Search the records for the string "service", and show each line where it appears.

= Beginning of Section =

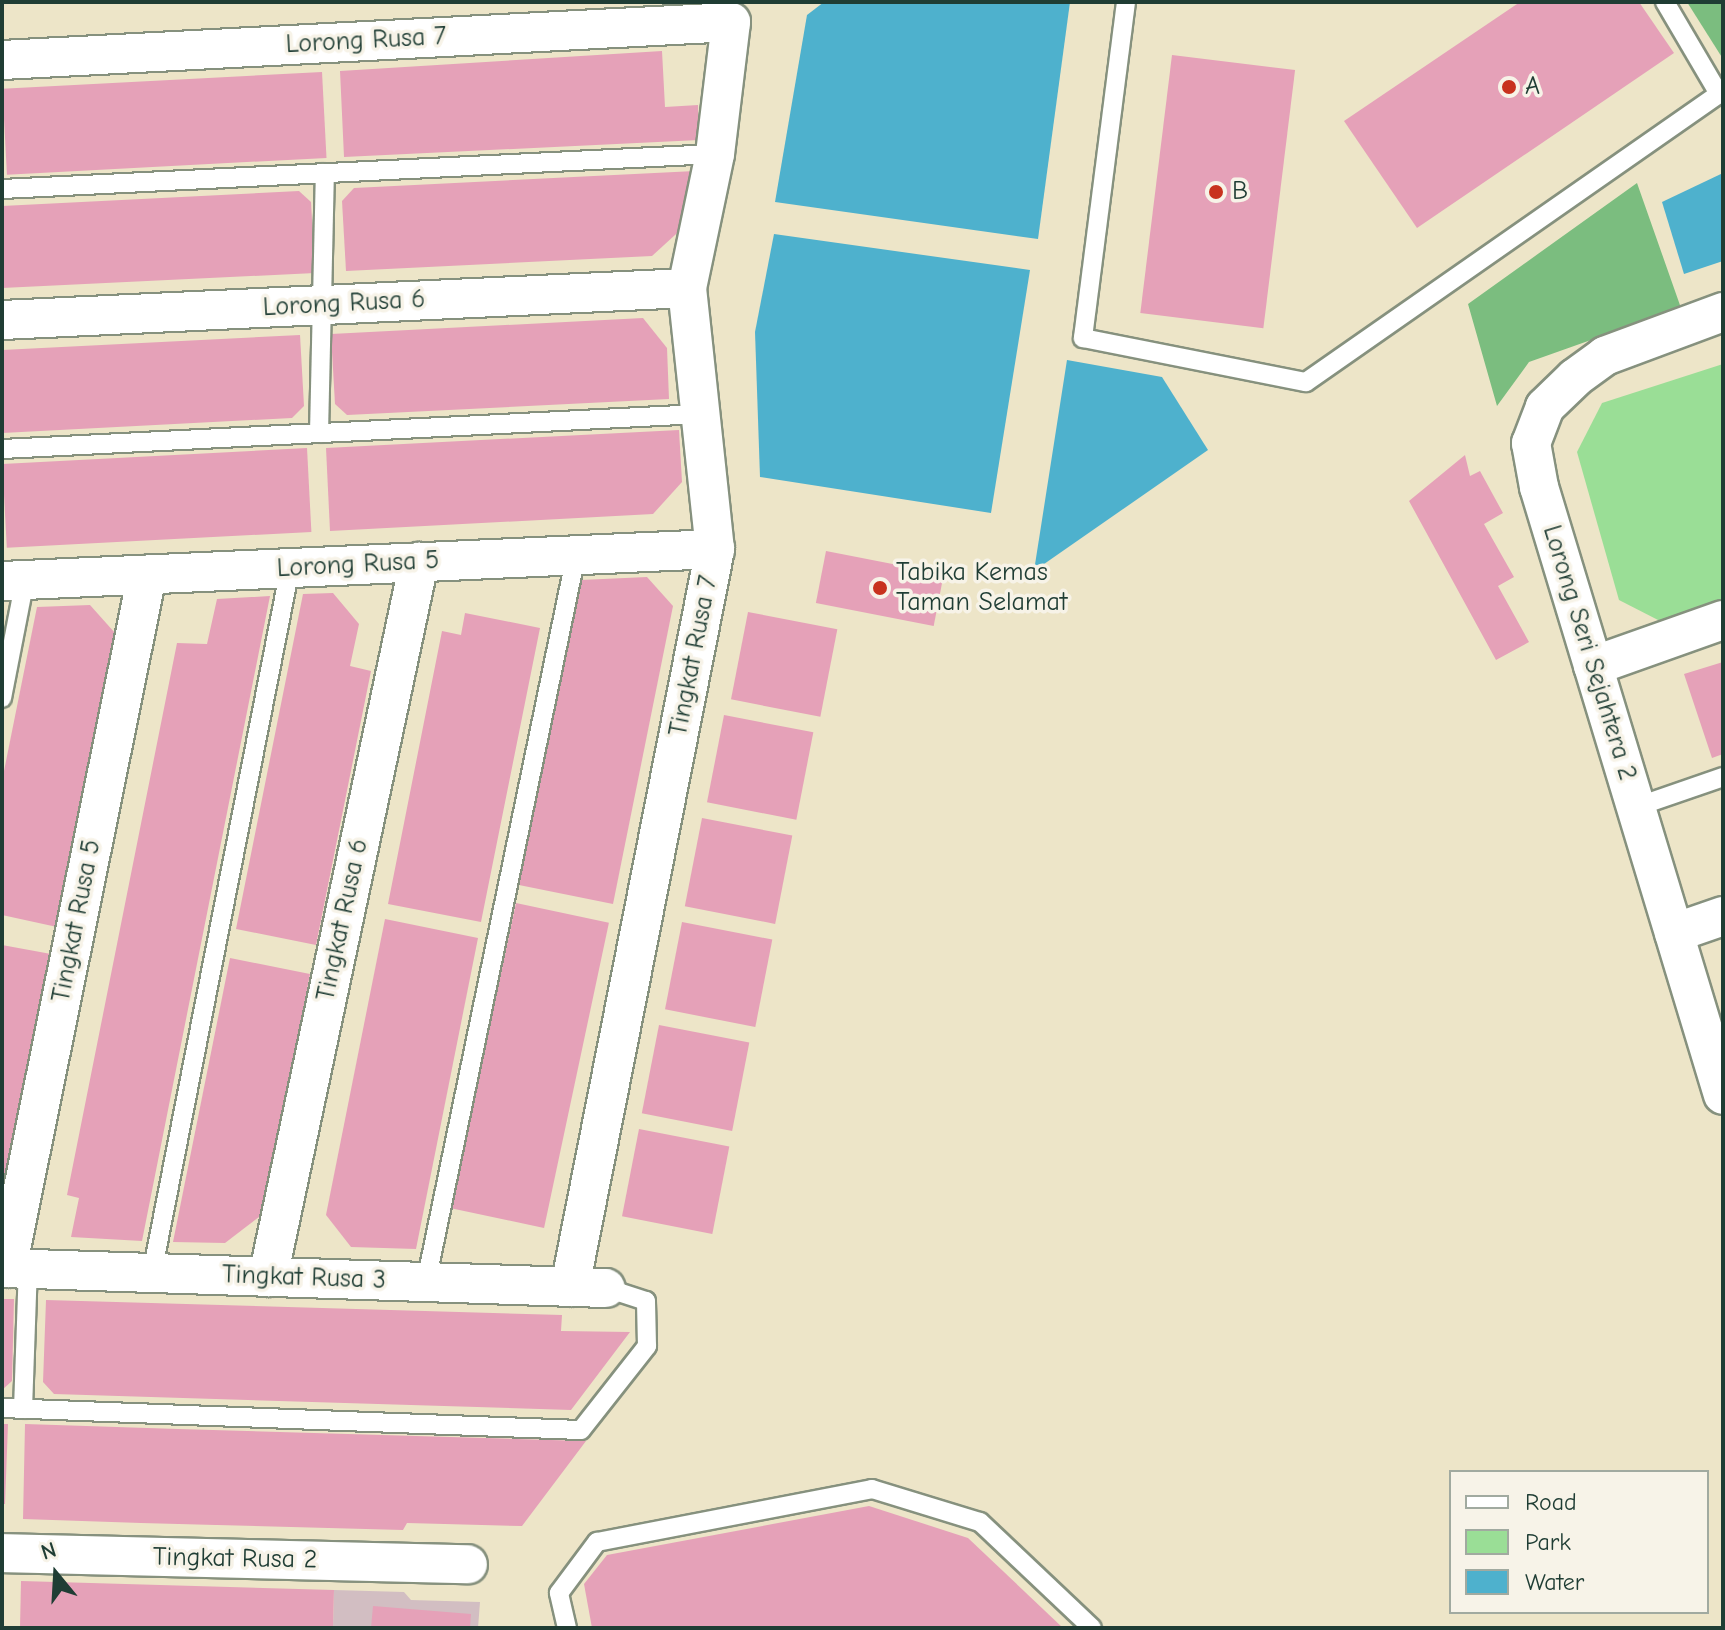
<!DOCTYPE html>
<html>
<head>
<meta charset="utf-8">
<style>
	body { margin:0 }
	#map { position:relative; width:1725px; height:1630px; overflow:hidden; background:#ede5c8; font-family:"Comic Neue",sans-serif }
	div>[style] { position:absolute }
	.industrial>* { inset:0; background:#d2bec2 }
	.green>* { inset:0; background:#9ade96 }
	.forest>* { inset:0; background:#7bbd7f }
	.water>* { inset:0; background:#4eb1cd }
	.building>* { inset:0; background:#e5a1b8; transform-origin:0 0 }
	.roads { filter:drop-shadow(2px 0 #86917e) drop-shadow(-2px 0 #86917e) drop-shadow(0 2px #86917e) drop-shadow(0 -2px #86917e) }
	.service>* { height:18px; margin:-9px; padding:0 9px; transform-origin:9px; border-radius:9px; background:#fff }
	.minor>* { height:38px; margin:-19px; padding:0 19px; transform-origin:19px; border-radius:19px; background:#fff }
	.dots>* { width:22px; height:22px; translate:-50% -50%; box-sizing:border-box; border:4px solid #f7f3e8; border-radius:50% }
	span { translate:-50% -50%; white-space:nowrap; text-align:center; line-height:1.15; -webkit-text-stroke:7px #f7f3e8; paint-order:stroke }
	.street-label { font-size:26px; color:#1f3d34 }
	.poi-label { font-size:26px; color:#1f3d34 }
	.left { translate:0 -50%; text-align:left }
	.frame { position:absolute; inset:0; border:4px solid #1f3d34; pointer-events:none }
	.legend { position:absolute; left:1449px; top:1470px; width:260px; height:144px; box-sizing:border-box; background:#f7f3e8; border:2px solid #a1aaa0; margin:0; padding:10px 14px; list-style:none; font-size:24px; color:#1f3d34 }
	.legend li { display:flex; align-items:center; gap:16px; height:40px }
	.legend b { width:40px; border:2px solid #a1aaa0 }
	.north { position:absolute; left:16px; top:1534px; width:80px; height:80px; -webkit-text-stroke:6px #f7f3e8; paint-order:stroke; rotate:342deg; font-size:22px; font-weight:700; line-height:32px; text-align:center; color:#1f3d34 }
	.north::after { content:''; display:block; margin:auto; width:28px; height:36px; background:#1f3d34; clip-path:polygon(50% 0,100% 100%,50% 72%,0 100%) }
</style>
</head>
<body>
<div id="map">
	<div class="industrial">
		<div style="clip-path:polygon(334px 1590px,404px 1592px,411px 1600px,480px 1602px,478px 1628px,333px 1628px)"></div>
	</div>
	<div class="green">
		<div style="clip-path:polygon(1723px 364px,1723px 600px,1660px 621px,1619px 600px,1577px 452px,1602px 403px)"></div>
	</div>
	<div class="forest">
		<div style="clip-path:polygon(1687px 2px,1723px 2px,1723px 59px)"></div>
		<div style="clip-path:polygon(1637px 183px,1681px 308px,1529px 362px,1497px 406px,1468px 304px)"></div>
	</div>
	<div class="water">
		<div style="clip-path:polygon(824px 2px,1070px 2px,1038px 239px,775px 202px,807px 15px)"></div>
		<div style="clip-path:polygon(1723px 173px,1723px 261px,1684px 274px,1662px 202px)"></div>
		<div style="clip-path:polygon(774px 234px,1030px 270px,991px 513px,760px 477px,755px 332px)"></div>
		<div style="clip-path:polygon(1067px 360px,1162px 377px,1208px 450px,1034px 571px)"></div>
	</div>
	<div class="building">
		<div style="clip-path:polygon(1520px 2px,1639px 2px,1674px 53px,1417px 228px,1344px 121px)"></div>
		<div style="clip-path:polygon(662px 51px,665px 107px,698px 105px,699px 140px,344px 157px,340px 71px)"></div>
		<div style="left:1172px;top:55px;width:124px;height:260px;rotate:7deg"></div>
		<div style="left:322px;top:72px;width:86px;height:320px;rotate:87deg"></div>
		<div style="clip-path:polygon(695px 171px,687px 224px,652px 256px,346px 271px,342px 201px,354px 188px)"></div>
		<div style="clip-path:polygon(299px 191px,311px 202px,315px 273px,2px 288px,2px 206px)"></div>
		<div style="clip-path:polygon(643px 318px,667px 348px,669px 399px,347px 415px,335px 404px,331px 334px)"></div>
		<div style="clip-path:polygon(300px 335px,304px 406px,292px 418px,2px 433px,2px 350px)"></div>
		<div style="clip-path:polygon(679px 430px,682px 482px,653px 514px,330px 531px,326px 448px)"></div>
		<div style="left:307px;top:448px;width:84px;height:305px;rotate:87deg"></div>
		<div style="clip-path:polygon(1465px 455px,1470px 476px,1480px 471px,1503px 513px,1484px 524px,1514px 577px,1498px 586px,1529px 642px,1496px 660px,1409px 501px)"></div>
		<div style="left:826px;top:551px;width:120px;height:53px;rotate:11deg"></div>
		<div style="clip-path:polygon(647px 577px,673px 606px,613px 904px,519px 885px,581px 580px)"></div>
		<div style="clip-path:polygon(333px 593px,359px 624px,350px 666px,371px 671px,316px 945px,236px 929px,303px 594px)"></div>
		<div style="clip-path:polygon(270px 596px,142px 1241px,71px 1237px,79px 1198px,67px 1195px,177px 643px,207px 644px,217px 599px)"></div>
		<div style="clip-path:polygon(90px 605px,115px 633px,57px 927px,2px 915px,2px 781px,37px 607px)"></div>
		<div style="left:748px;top:612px;width:91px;height:89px;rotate:11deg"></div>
		<div style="clip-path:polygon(465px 613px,540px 628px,481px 922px,388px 904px,442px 631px,461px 635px)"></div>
		<div style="clip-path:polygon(1723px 662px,1723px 754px,1712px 758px,1684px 674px)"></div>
		<div style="left:724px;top:715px;width:91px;height:89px;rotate:11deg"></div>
		<div style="left:702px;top:818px;width:92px;height:90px;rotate:11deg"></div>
		<div style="left:516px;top:903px;width:95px;height:312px;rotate:12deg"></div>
		<div style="clip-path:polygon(385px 919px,478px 938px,416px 1249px,351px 1247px,326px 1215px)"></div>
		<div style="left:682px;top:922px;width:92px;height:89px;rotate:11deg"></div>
		<div style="clip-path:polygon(2px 945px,51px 954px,3px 1194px,2px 1194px)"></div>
		<div style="clip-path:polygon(230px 958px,310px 974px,263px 1214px,225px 1243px,173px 1242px)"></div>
		<div style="left:659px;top:1025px;width:92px;height:90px;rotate:11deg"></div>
		<div style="left:639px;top:1129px;width:92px;height:89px;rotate:11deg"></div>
		<div style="clip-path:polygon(2px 1299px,14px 1299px,12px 1381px,2px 1390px)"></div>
		<div style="clip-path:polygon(46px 1300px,562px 1315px,561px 1331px,630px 1332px,571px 1410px,54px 1394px,43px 1382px)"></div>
		<div style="clip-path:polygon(2px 1424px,8px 1424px,5px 1504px,2px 1504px)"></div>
		<div style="clip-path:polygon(25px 1424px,178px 1429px,586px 1441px,522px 1526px,407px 1523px,403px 1530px,141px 1523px,23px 1519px)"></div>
		<div style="clip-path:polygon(869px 1506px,968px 1538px,1063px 1628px,592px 1628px,584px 1584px,607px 1555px)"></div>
		<div style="clip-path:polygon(21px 1581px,334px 1590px,333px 1628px,20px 1628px)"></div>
		<div style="clip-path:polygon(373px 1606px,471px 1614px,470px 1628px,371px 1628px)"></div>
	</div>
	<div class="roads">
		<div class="service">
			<div style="left:1126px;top:2px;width:339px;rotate:97.3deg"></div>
			<div style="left:1083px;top:338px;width:227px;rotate:11.2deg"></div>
			<div style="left:1306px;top:382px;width:504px;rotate:-34.89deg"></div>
			<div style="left:1719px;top:94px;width:107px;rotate:-120.4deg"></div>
			<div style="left:2px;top:189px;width:714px;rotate:-2.81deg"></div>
			<div style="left:319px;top:433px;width:260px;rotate:-88.7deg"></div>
			<div style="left:2px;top:449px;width:700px;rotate:-2.87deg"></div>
			<div style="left:2px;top:698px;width:120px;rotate:-79deg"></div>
			<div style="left:1636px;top:807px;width:92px;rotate:-19deg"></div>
			<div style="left:152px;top:1273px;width:718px;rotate:-78.92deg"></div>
			<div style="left:426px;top:1282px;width:742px;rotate:-78.34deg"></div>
			<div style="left:2px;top:1408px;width:579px;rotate:2.18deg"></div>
			<div style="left:581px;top:1430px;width:107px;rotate:-51.8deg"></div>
			<div style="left:647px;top:1346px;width:45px;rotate:-91.3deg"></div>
			<div style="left:646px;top:1301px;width:42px;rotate:-162deg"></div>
			<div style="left:23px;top:1409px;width:140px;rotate:-88deg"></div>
			<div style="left:567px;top:1628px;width:36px;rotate:-103deg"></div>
			<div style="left:559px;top:1593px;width:64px;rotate:-53.3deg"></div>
			<div style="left:597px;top:1542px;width:280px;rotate:-10.9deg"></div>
			<div style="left:872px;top:1489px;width:113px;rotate:17deg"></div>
			<div style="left:980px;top:1522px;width:154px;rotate:43.4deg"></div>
		</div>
		<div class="minor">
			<div style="left:2px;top:60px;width:730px;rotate:-2.98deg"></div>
			<div style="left:731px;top:22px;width:133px;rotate:96.9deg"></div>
			<div style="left:715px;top:154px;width:137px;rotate:101.8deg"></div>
			<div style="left:687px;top:288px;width:262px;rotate:83.9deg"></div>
			<div style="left:715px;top:549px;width:752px;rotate:101.12deg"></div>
			<div style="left:1723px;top:312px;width:126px;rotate:159.6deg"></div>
			<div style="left:1605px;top:356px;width:37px;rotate:144deg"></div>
			<div style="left:1575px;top:378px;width:42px;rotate:136deg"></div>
			<div style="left:1545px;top:407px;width:39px;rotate:111deg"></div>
			<div style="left:1531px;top:443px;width:45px;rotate:79.7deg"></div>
			<div style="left:1539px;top:487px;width:635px;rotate:73.16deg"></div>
			<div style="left:2px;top:320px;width:686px;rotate:-2.67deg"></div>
			<div style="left:2px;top:581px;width:714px;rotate:-2.57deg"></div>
			<div style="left:1593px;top:666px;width:138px;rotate:-19.5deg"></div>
			<div style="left:1674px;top:933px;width:52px;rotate:-19.1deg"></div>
			<div style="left:2px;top:1268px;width:604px;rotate:1.9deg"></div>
			<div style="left:7px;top:1268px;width:707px;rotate:-78.58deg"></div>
			<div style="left:268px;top:1277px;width:731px;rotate:-78.07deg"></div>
			<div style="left:2px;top:1553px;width:466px;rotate:1.4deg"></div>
		</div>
	</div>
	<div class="dots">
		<div style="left:1509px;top:87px;background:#c8321e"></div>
		<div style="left:1216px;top:192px;background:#c8321e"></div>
		<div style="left:880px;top:588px;background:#c8321e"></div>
	</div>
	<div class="street-label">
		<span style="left:366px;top:41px;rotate:-3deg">Lorong Rusa 7</span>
		<span style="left:344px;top:304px;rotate:-3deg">Lorong Rusa 6</span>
		<span style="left:358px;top:565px;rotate:-3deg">Lorong Rusa 5</span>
		<span style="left:1589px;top:653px;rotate:73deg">Lorong Seri Sejahtera 2</span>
		<span style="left:694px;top:656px;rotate:-79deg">Tingkat Rusa 7</span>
		<span style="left:343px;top:920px;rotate:-78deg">Tingkat Rusa 6</span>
		<span style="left:77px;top:921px;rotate:-79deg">Tingkat Rusa 5</span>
		<span style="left:304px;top:1278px;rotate:2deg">Tingkat Rusa 3</span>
		<span style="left:235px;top:1559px;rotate:1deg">Tingkat Rusa 2</span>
	</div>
	<div class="poi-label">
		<span class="left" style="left:1525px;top:87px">A</span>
		<span class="left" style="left:1232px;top:192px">B</span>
		<span class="left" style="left:896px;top:588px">Tabika Kemas<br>Taman Selamat</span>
	</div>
	<div class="frame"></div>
	<ul class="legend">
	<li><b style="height:10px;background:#fff"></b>Road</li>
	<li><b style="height:22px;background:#9ade96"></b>Park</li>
	<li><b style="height:22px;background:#4eb1cd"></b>Water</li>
	</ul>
	<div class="north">N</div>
</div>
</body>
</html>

= End of Section =

TASK RESPONSE.
	.service>* { height:18px; margin:-9px; padding:0 9px; transform-origin:9px; border-radius:9px; background:#fff }
		<div class="service">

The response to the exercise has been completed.